Stored items:
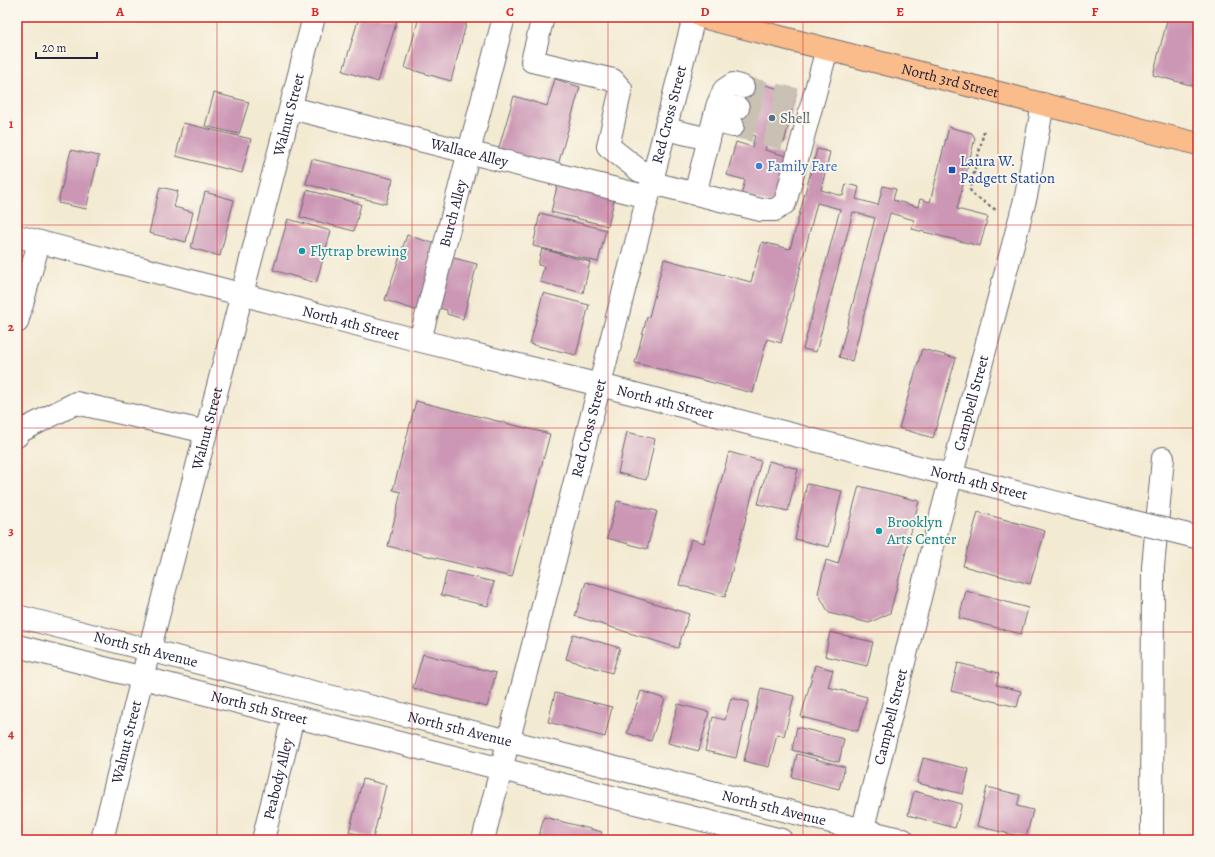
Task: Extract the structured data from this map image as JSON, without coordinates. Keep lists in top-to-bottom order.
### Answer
{
  "streets": {
    "main road": ["North 3rd Street"],
    "street": [
      "Walnut Street",
      "Red Cross Street",
      "Wallace Alley",
      "Burch Alley",
      "North 4th Street",
      "Campbell Street",
      "North 5th Avenue",
      "North 5th Street",
      "Peabody Alley"
    ]
  },
  "crossings": [
    ["North 3rd Street", "Campbell Street"],
    ["Walnut Street", "Wallace Alley"],
    ["Walnut Street", "North 4th Street"],
    ["Walnut Street", "North 5th Avenue"],
    ["Walnut Street", "North 5th Street"],
    ["Red Cross Street", "Wallace Alley"],
    ["Red Cross Street", "North 4th Street"],
    ["Red Cross Street", "North 5th Avenue"],
    ["Red Cross Street", "North 5th Street"],
    ["Wallace Alley", "Burch Alley"],
    ["Burch Alley", "North 4th Street"],
    ["North 4th Street", "Campbell Street"],
    ["Campbell Street", "North 5th Avenue"],
    ["North 5th Avenue", "North 5th Street"],
    ["North 5th Street", "Peabody Alley"]
  ],
  "places": {
    "other": [
      "Shell",
      "Family Fare",
      "Flytrap brewing",
      "Brooklyn Arts Center"
    ],
    "transit": ["Laura W. Padgett Station"]
  },
  "scale_bar": "20 m",
  "grid": {
    "columns": [
      "A",
      "B",
      "C",
      "D",
      "E",
      "F"
    ],
    "rows": [
      "1",
      "2",
      "3",
      "4"
    ]
  }
}
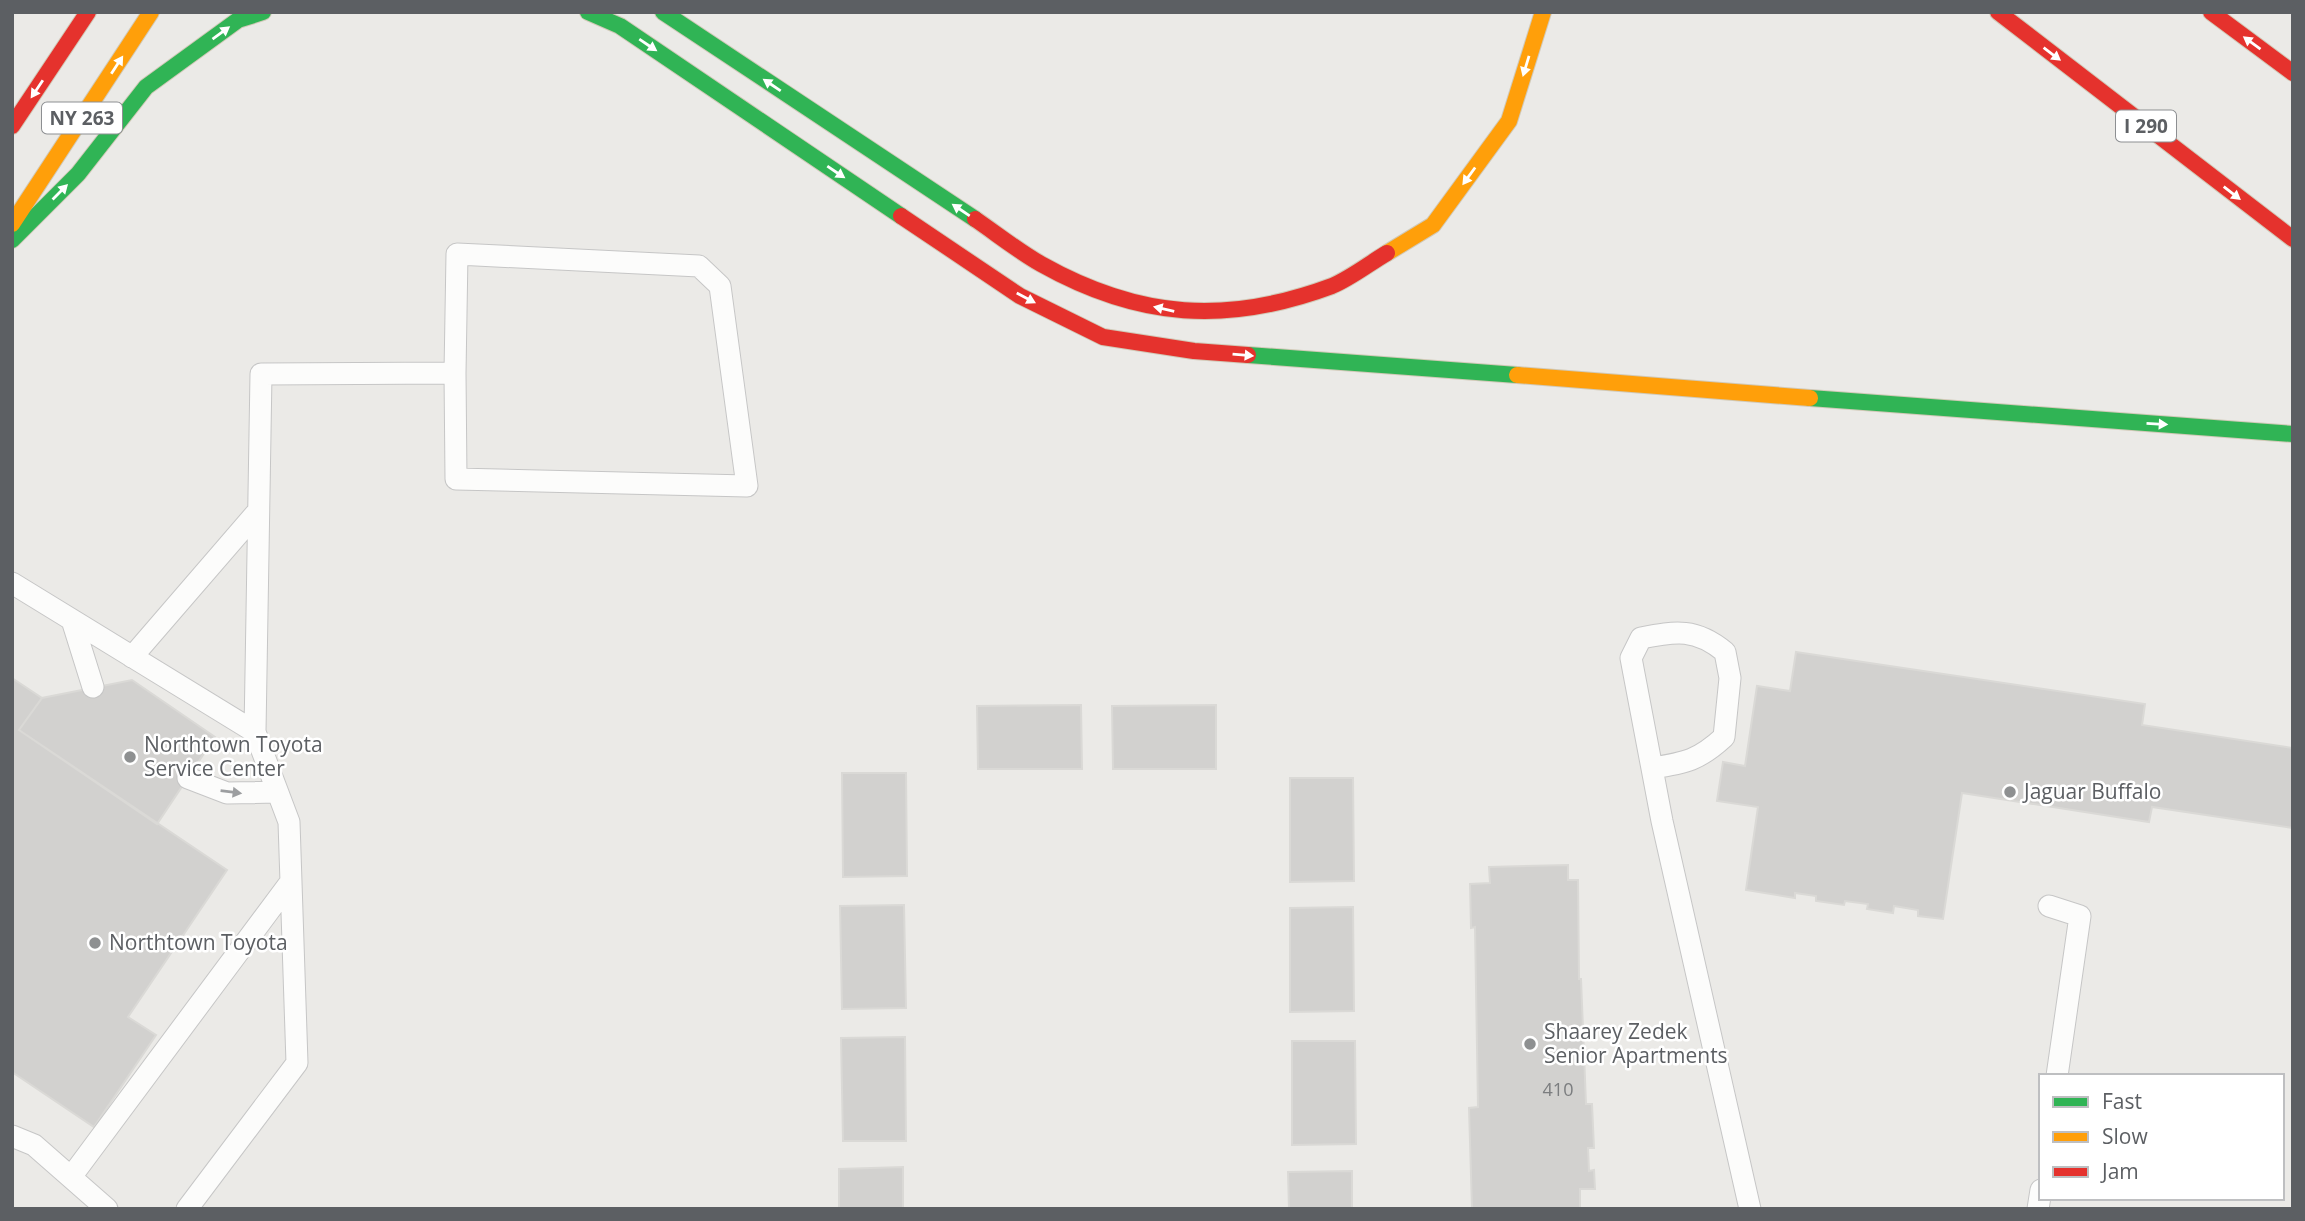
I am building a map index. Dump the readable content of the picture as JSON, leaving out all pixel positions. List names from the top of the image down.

(Your objective):
Where does the string "from" appear in the records above? Return every line that holds it.

(Answer for this exercise):
Task: Extract the structured data from this map image as JSON, without coordinates. Keep lists in top-to-bottom order.
I am building a map index. Dump the readable content of the picture as JSON, leaving out all pixel positions. List names from the top of the image down.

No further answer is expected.